What we need to do is to break the dependency between the block activation and its enclosing contexts for accessing locals.  I’m going to use Collection>>inject:into: as an example.

Collection methods for enumerating
inject: thisValue into: binaryBlock
        
"Accumulate a running value associated with evaluating the argument,
        binaryBlock, with the current value of the argument, thisValue, and the
        receiver as block arguments. For instance, to sum the numeric elements of
        a collection, aCollection inject: 0 into: [:subTotal :next | subTotal + next]."

        | nextValue |
        
nextValue := thisValue.
        
self do: [:each | nextValue := binaryBlock value: nextValue value: each].
        
^nextValue


The block  [:each | nextValue := binaryBlock value: nextValue value: each] reads the method argument binaryBlock and reads and writes nextValue.  If we allocate an explicit array to hold nextValue indirectly (something I’m going to call an “indirect temp vector”) we can avoid writing the local in the method activation:

inject: thisValue into: binaryBlock
        
| indirectTemps |
        
indirectTemps := Array new: 1.
        
indirectTemps at: 1 put: thisValue. " was nextValue := thisValue."
        
self do: [:each |
                 
indirectTemps
                          
at: 1
                          
put: (binaryBlock
                                            
value: (indirectTemps at: 1)
                                            
value: each)].
        
^indirectTemps at: 1


Now the block only reads the locals of the method activation, and none of the locals it reads changes value after the block is created.  So the block can keep a private copy of those values without affecting semantics.  The compiler does this behind the scenes but the code is somewhat equivalent to

inject: thisValue into: binaryBlock
        
| indirectTemps |
        
indirectTemps := Array new: 1.
        
indirectTemps at: 1 put: thisValue.
        
self do: (thisContext
                                   
closureCopy:
                                            
[:each | | binaryBlockCopy indirectTempsCopy |
                                            
indirectTempsCopy
                                                     
at: 1
                                                     
put: (binaryBlockCopy
                                                                       
value: (indirectTempsCopy at: 1)
                                                                       
value: each)]
                                   
copiedValues: (Array with: binaryBlock with: indirectTemps)).
        
^indirectTemps at: 1


closureCopy:copiedValues: answers a BlockClosure that holds the pc in the method to start executing the block’s code (just like BlockContext’s startpc) and the array of copiedValues.  When the block is activated the copiedValues are pushed onto the activation’s stack after any block arguments, becoming locals of the activation.  Now there is no dependency on the enclosing activation for local access.  Nothing needs to happen when returning from an activation that encloses some closure so returns are simple and hence fast.

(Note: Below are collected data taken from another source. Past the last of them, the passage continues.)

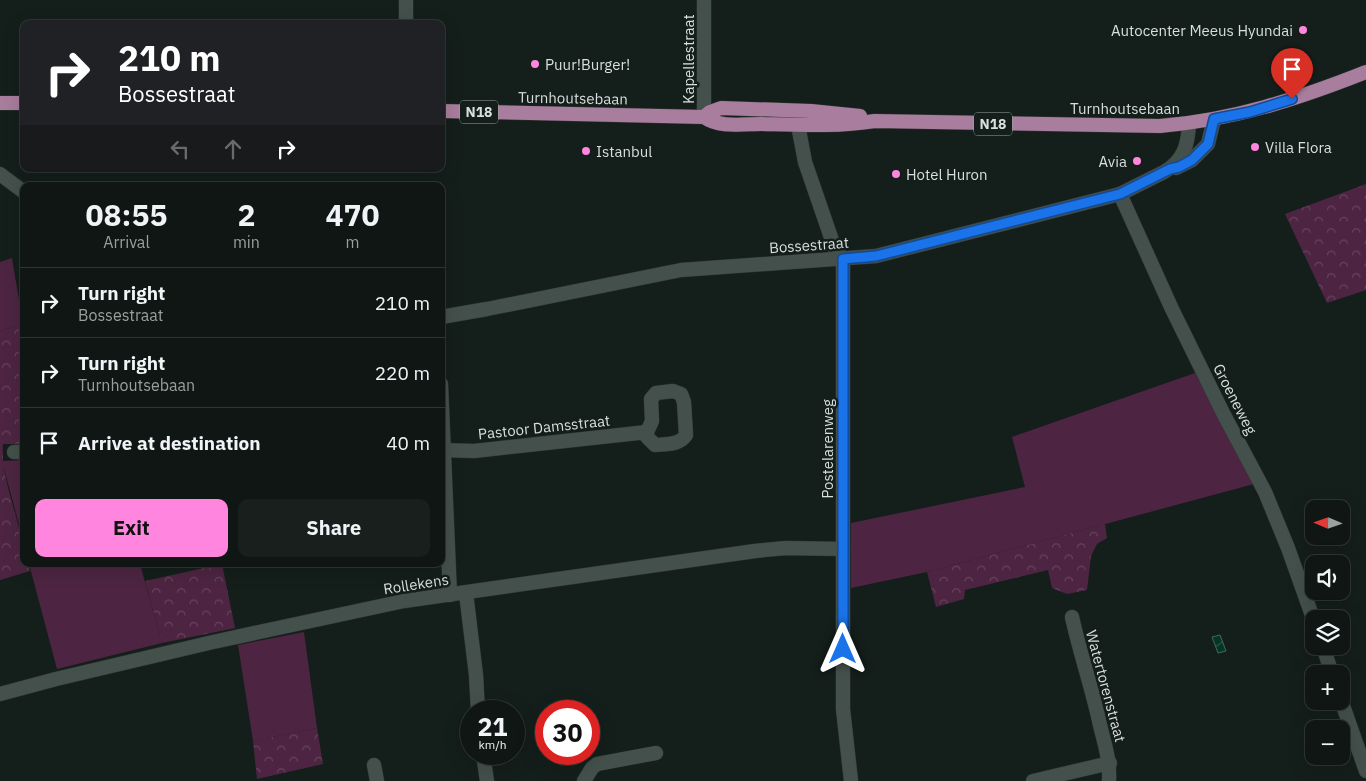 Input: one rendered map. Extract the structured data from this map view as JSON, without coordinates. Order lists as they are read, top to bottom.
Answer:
{
  "streets": {
    "main road": ["Turnhoutsebaan", "N18"],
    "street": [
      "Kapellestraat",
      "Bossestraat",
      "Groeneweg",
      "Pastoor Damsstraat",
      "Postelarenweg",
      "Rollekens",
      "Watertorenstraat"
    ]
  },
  "crossings": [
    ["Kapellestraat", "Turnhoutsebaan"],
    ["Turnhoutsebaan", "Bossestraat"],
    ["Turnhoutsebaan", "Postelarenweg"],
    ["Bossestraat", "Groeneweg"],
    ["Bossestraat", "Postelarenweg"],
    ["Postelarenweg", "Rollekens"]
  ],
  "places": [
    "Autocenter Meeus Hyundai",
    "Puur!Burger!",
    "Villa Flora",
    "Istanbul",
    "Avia",
    "Hotel Huron"
  ],
  "north": "left",
  "page": {
    "turn": ["210 m", "Bossestraat"],
    "eta": [
      "08:55",
      "Arrival",
      "2",
      "min",
      "470",
      "m"
    ],
    "list": [
      {
        "name": "Turn right",
        "note": "Bossestraat",
        "value": "210 m"
      },
      {
        "name": "Turn right",
        "note": "Turnhoutsebaan",
        "value": "220 m"
      },
      {
        "name": "Arrive at destination",
        "value": "40 m"
      }
    ],
    "buttons": ["Exit", "Share"],
    "map_buttons": ["+", "−"],
    "speed": "21 km/h",
    "limit": "30"
  }
} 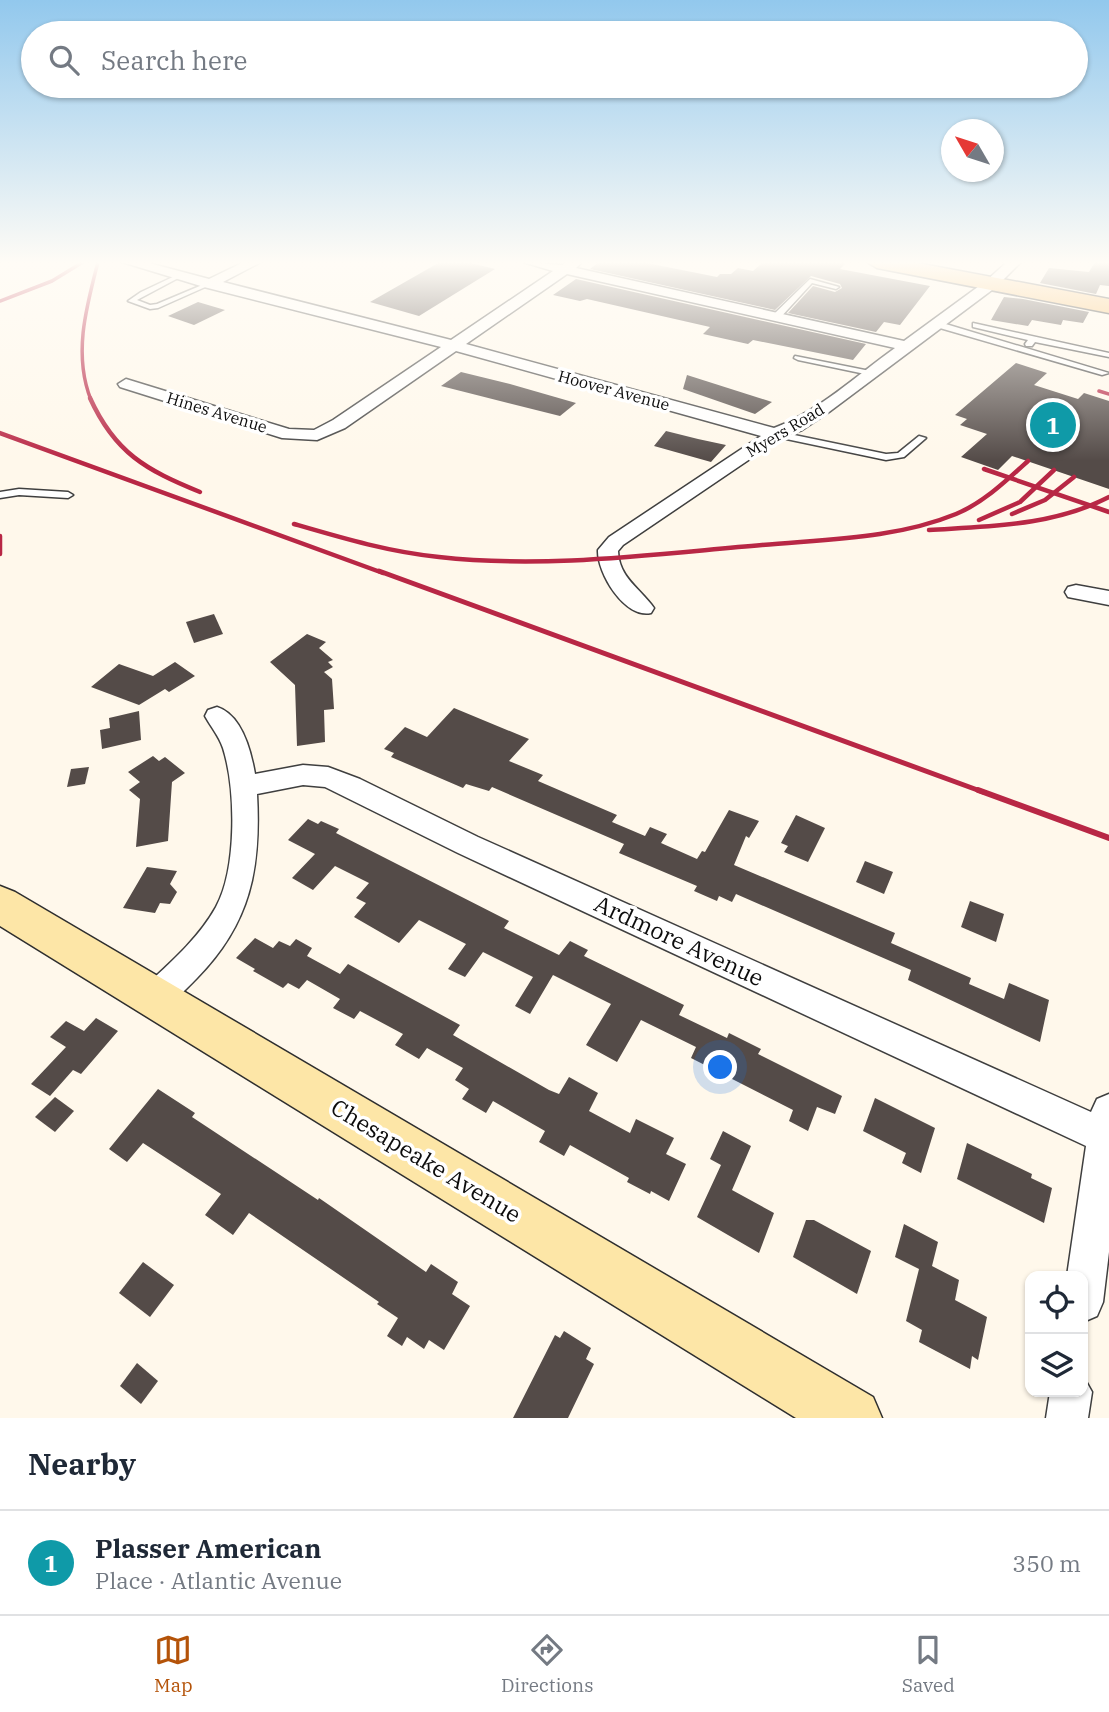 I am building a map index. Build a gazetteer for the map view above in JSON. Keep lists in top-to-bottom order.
{
  "streets": {
    "street": [
      "Hoover Avenue",
      "Hines Avenue",
      "Myers Road",
      "Ardmore Avenue",
      "Chesapeake Avenue"
    ]
  },
  "crossings": [
    ["Hoover Avenue", "Hines Avenue"],
    ["Hoover Avenue", "Myers Road"]
  ],
  "north": "top left",
  "page": {
    "search": "Search here",
    "pins": "1",
    "heading": "Nearby",
    "list": [
      {
        "mark": "1",
        "name": "Plasser American",
        "note": "Place · Atlantic Avenue",
        "value": "350 m"
      }
    ],
    "nav": ["Map", "Directions", "Saved"]
  }
} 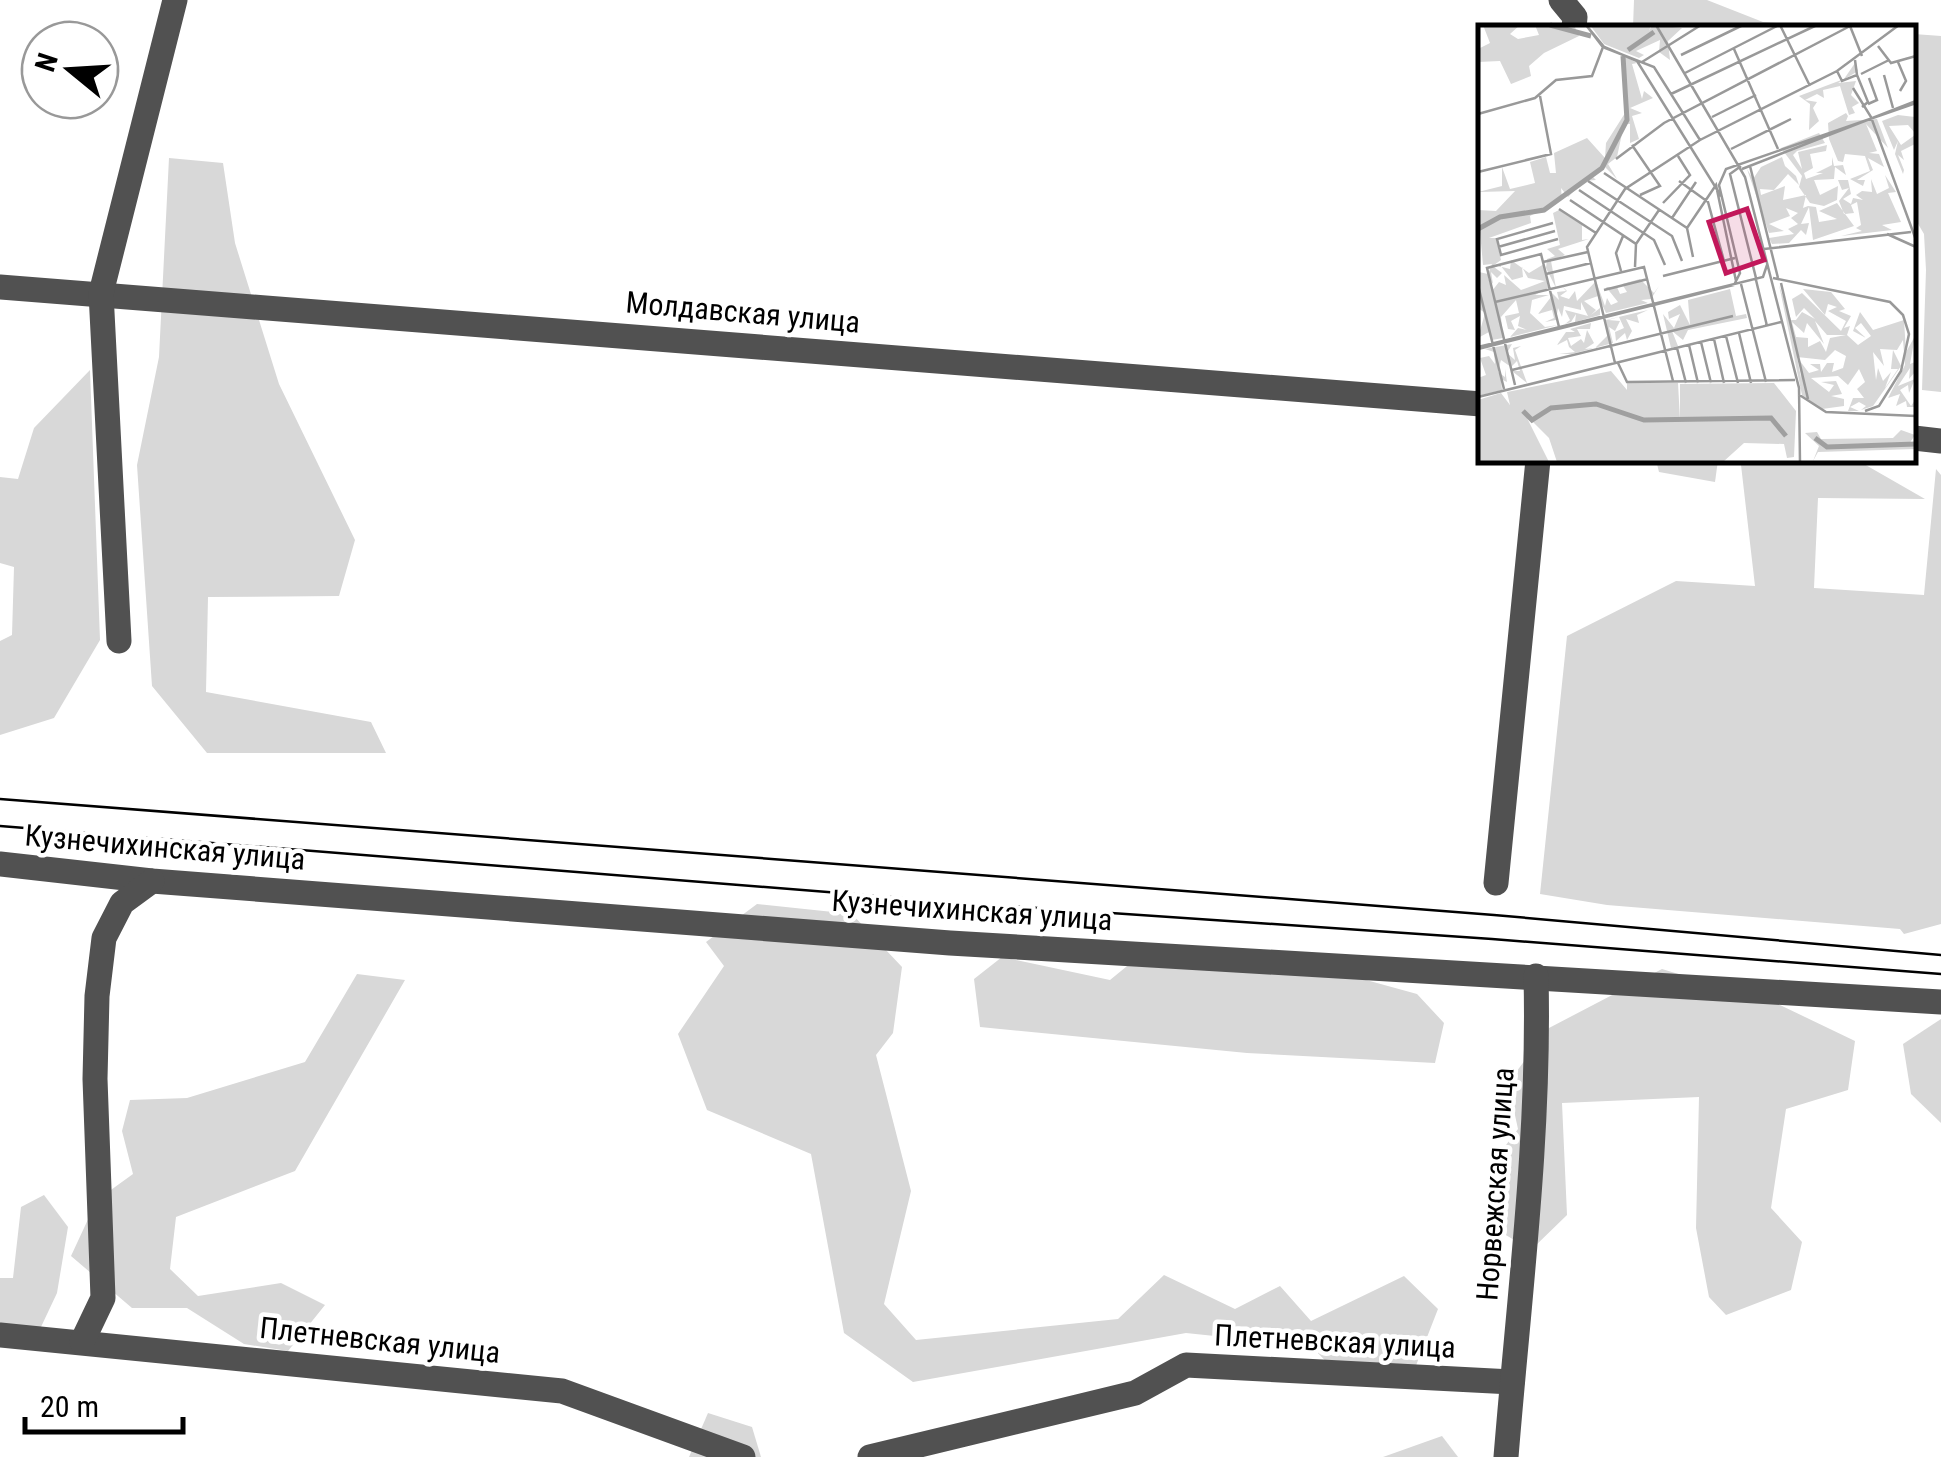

The compiler analysis to do this is extremely simple.  Any local that is accessed by an inner scope must either be copied or put in an indirect temp vector.  If a local is assigned to after it is closed over (after a block is created that accesses the local) then the local must be made indirect.  We can do slightly better than this, but its not worth the effort.  This simple analysis works fine.  I’ll detail the analysis in a post on the closure compiler and its resultant bytecodes.  Note that we only need one indirect temp vector per scope, it needs an element to each indirect local.

Prototyping The Implementation

The above facilities, creating a closure, creating an indirect temp vector and reading and writing from it, and the evaluation primitives all make sense when implemented in the VM with specific bytecodes and primitives.  But one thing that’s very nice about Smalltalk is that one can prototype the above scheme _without_ any VM modifications.  We can’t prototype non-local return wthout trickery but blocks like factorial above work fine.  I did just this before I implemented the closure bytecodes.  For example here’s the implementations of closureCopy:copiedValues:, the message one can use to create Closures, and value:, one of the evaluation primitives that can be written in pure Smalltalk due to it having first-class activation records.  Neat!

Object subclass: #BlockClosure
        
instanceVariableNames: ‘outerContext startpc numArgs copiedValues’
        
classVariableNames:
        
poolDictionaries:
        
category: ‘Kernel-Methods’

ContextPart methods for controlling
closureCopy: numArgs copiedValues: anArray
        
"Distinguish a block of code from its enclosing method by
         creating a BlockClosure for that block. The compiler inserts into all
         methods that contain blocks the bytecodes to send the message
         closureCopy:copiedValues:. Do not use closureCopy:copiedValues: in code that you write! Only the
         compiler can decide to send the message closureCopy:copiedValues:."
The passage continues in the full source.